# Appendix — Technical background

In this chapter we provide technical background on some of the mathematical concepts used in this book. We focus on two topics. The first is properties of random variables and how random variables can be used to model populations. The second is about the fundamentals of supervised learning and how we compute classifiers from data.

# Random variables and conditional probabilities

Throughout this book, it’s fine to think of all that all probabilities as counting things in a finite population P. We can think of P as a finite set of things or individuals. Probabilities therefore correspond to simple counts of things in the population. We can interpret the probability \mathbb{P}\{E\} as the fraction of the population contained in the set E, called *event* when it appears inside a probability statement. The *conditional probability* statement \mathbb{P}\{E\mid C\} instructs us to restrict the population to the set C and to compute probabilities within this subpopulation C as if it were the whole population.

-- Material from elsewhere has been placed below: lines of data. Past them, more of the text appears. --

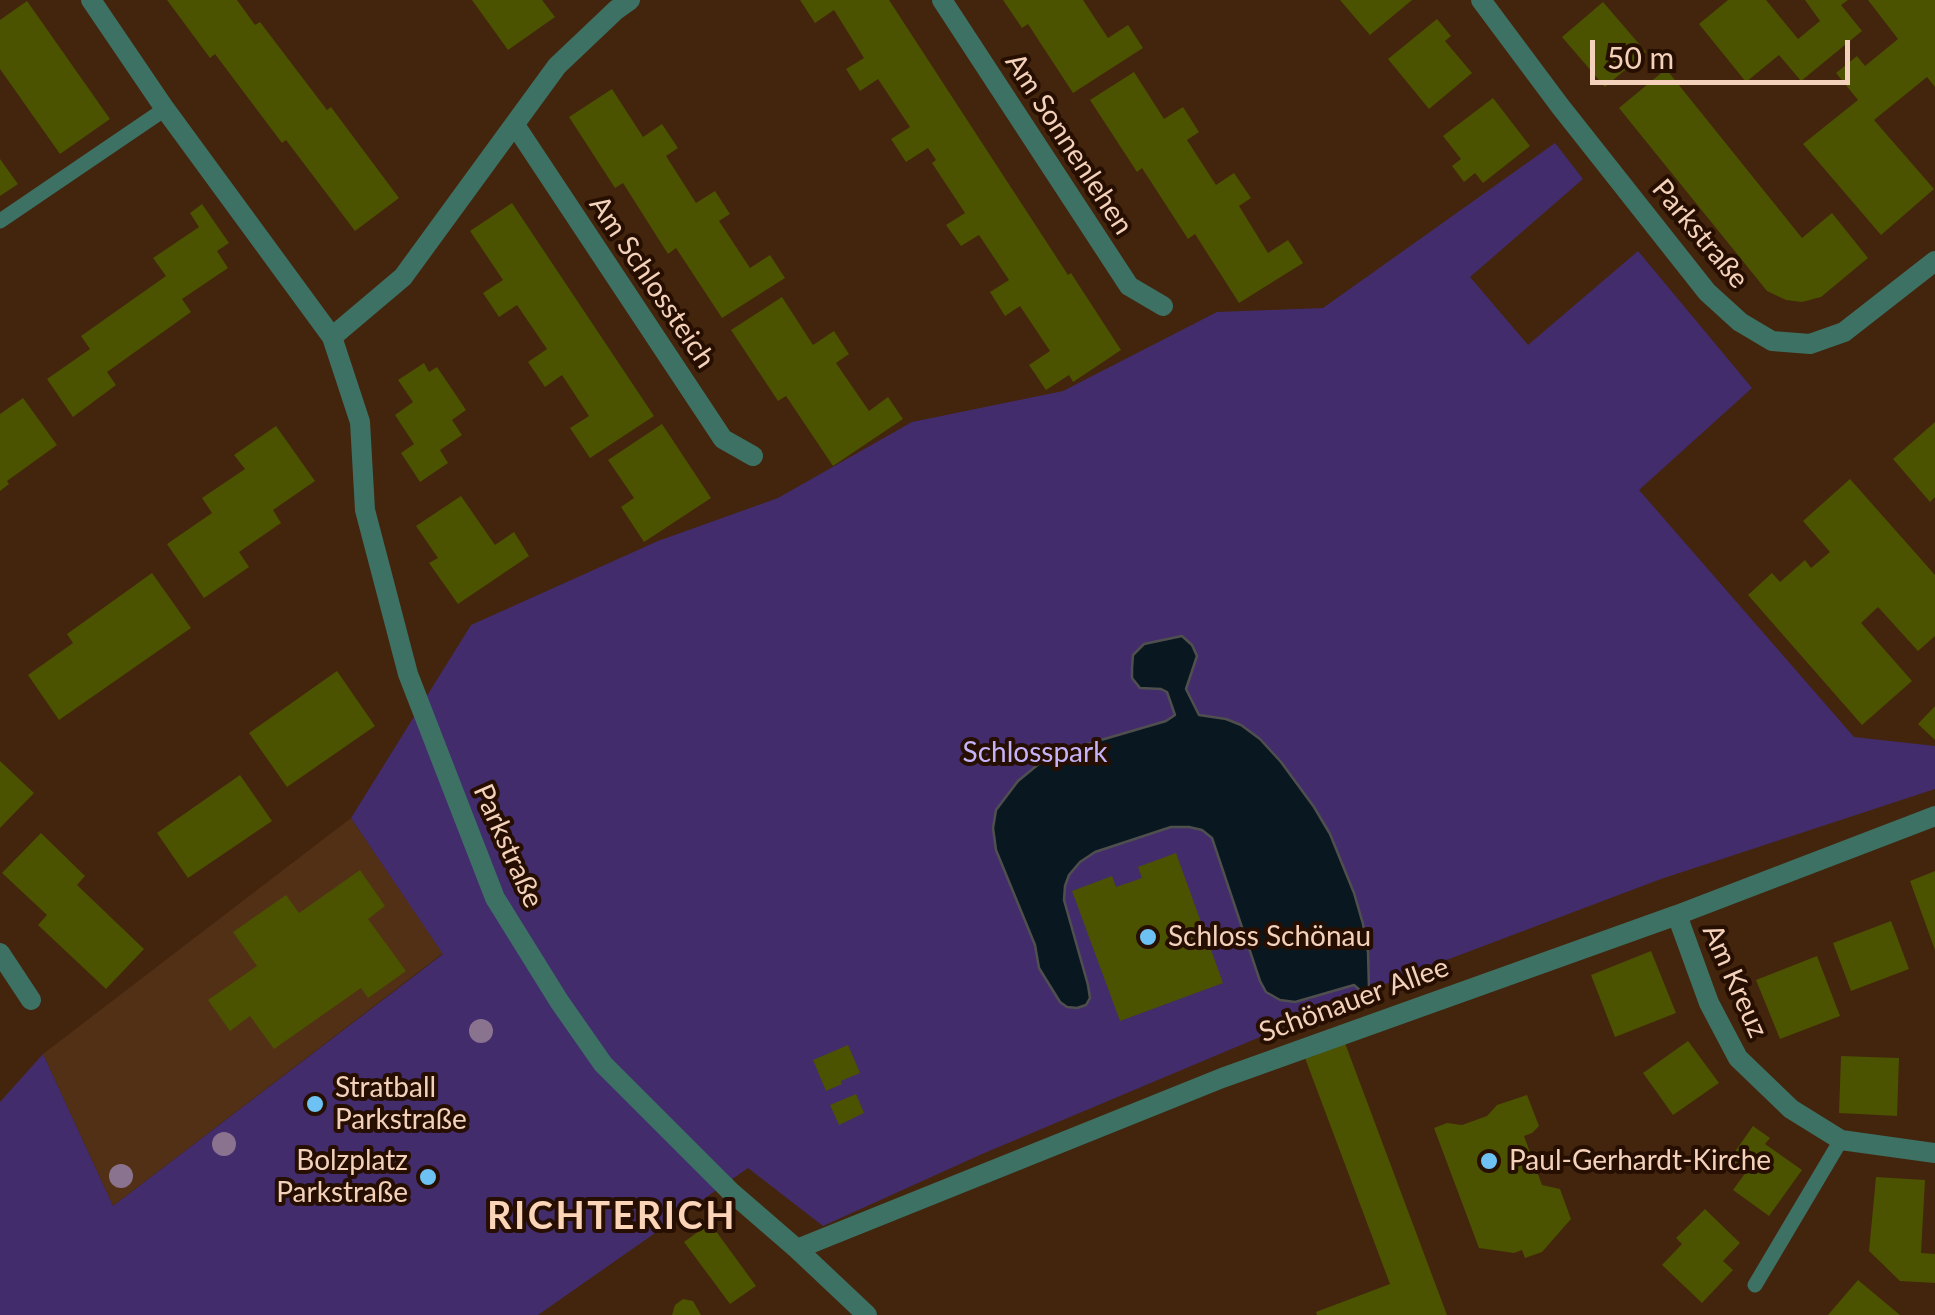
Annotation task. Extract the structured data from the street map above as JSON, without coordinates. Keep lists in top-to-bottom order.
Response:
{
  "streets": {
    "street": [
      "Am Sonnenlehen",
      "Parkstraße",
      "Am Schlossteich",
      "Am Kreuz",
      "Schönauer Allee"
    ]
  },
  "crossings": [
    ["Parkstraße", "Schönauer Allee"],
    ["Am Kreuz", "Schönauer Allee"]
  ],
  "districts": ["RICHTERICH"],
  "parks": ["Schlosspark"],
  "places": [
    "Schloss Schönau",
    "Stratball Parkstraße",
    "Paul-Gerhardt-Kirche",
    "Bolzplatz Parkstraße"
  ],
  "scale_bar": "50 m"
}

We generally denote random variables with capital letters U, V, W, X, Y, Z. Random variables are functions that assign values to elements of the probability space. A statement like \mathbb{P}\{U=u\} corresponds to the probability that the random variable assumes the value u. More formally, this is a shorthand for the probability of the event \{ i\in P \colon U(i)=u\}.

Two random variables U and V are *independent* if for all values u and v that the random variables might assume, we have:

\mathbb{P}\{U=u,V=v\}=\mathbb{P}\{U=u\}\cdot \mathbb{P}\{V=v\}\,.

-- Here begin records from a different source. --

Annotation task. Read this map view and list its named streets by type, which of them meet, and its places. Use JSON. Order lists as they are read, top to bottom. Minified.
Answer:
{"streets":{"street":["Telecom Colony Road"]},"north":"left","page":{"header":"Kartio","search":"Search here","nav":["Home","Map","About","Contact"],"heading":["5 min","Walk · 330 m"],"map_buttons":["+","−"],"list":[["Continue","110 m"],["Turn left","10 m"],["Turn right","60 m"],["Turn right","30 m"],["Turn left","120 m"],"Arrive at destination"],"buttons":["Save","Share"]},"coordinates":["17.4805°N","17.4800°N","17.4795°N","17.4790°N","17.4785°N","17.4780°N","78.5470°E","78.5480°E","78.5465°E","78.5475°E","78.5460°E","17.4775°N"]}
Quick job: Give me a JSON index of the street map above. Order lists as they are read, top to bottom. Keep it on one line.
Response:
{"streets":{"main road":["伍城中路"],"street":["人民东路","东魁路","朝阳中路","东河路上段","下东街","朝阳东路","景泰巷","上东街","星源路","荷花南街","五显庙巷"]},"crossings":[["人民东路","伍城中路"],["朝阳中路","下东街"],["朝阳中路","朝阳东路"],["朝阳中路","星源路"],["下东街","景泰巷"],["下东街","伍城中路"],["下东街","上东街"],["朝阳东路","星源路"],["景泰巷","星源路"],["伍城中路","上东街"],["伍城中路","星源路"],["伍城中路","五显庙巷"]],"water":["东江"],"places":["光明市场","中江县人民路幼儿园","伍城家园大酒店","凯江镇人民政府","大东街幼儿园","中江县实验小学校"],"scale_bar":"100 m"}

A calculation reveals that independent can be written in terms of conditional probabilities as:

\mathbb{P}\{U=u \mid V=v \}=\mathbb{P}\{U=u\}\,,

This equivalent formulation has an intuitive interpretation. It says that observing that V assumed value v gives us no hint about the probability of observing the event U=u. It’s this second characterization that we used in Chapter 2 when we argued that the independence criterion for binary classification (accept/reject) implies equal acceptance rates in all groups.

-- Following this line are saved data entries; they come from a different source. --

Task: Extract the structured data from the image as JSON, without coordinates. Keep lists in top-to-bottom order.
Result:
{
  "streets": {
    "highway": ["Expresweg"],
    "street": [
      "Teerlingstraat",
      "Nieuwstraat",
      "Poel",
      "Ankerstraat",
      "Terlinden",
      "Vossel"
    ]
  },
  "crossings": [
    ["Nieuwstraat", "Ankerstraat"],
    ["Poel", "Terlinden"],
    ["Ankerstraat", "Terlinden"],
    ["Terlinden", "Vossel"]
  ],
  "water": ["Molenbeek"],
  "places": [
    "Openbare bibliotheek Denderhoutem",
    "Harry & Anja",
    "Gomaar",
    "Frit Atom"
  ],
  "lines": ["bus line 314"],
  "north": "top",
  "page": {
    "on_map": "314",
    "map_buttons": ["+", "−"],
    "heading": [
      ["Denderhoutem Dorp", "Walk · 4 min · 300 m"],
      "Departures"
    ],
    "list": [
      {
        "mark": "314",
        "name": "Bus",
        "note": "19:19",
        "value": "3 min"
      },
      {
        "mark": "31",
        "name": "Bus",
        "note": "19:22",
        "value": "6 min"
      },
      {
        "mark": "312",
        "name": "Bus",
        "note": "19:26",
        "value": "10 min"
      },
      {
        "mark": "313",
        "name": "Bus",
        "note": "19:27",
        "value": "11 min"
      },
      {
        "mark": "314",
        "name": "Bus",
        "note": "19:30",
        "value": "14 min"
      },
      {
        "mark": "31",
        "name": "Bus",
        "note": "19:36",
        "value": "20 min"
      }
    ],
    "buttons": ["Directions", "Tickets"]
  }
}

The notion of independent random variables, extends to *conditional independence*. Two random variables U and V are *conditionally independent* given a third random variable W if for all values u, v and w that the random variables might assume, we have:

\mathbb{P}\{U=u,V=v\mid W=w\}=\mathbb{P}\{U=u\mid W=w\}\cdot \mathbb{P}\{V=v\mid W=w\}\,.

## Sample and population

We often think of random variables (X, Y) as modeling a population of instances of a classification problem. In almost all decision making scenarios, however, we do not have access to the entire population of instances that we will encounter. Instead, we only have a sample of instances from this population. To give an example, consider a population consisting of all currently eligible voters in the United States and some of their features, such as, age, income, state of residence etc. An unbiased random sample would from this population would correspond to a subset of voters so that each voter has an equal probability of appearing the sample.

Sampling is a difficult problem with numerous pitfalls that can strongly affect the performance of statistical estimators and the validity of what we learn from data. Even defining a good population for the problem we’re trying to solve is often tricky.

The theory of machine learning largely ignores these issues. The focus is instead on the challenges that remain even if we have a well-defined population and an unbiased sample from it.

*Supervised learning* is the prevalent method for constructing classifiers from data. The essential idea is very simple. We assume we have labeled data, also called *training examples*, of the form (x_1,y_1), ..., (x_n, y_n), where each *example* is a pair (x_i,y_i) of an *instance* x_i and a corresponding *label* y_i.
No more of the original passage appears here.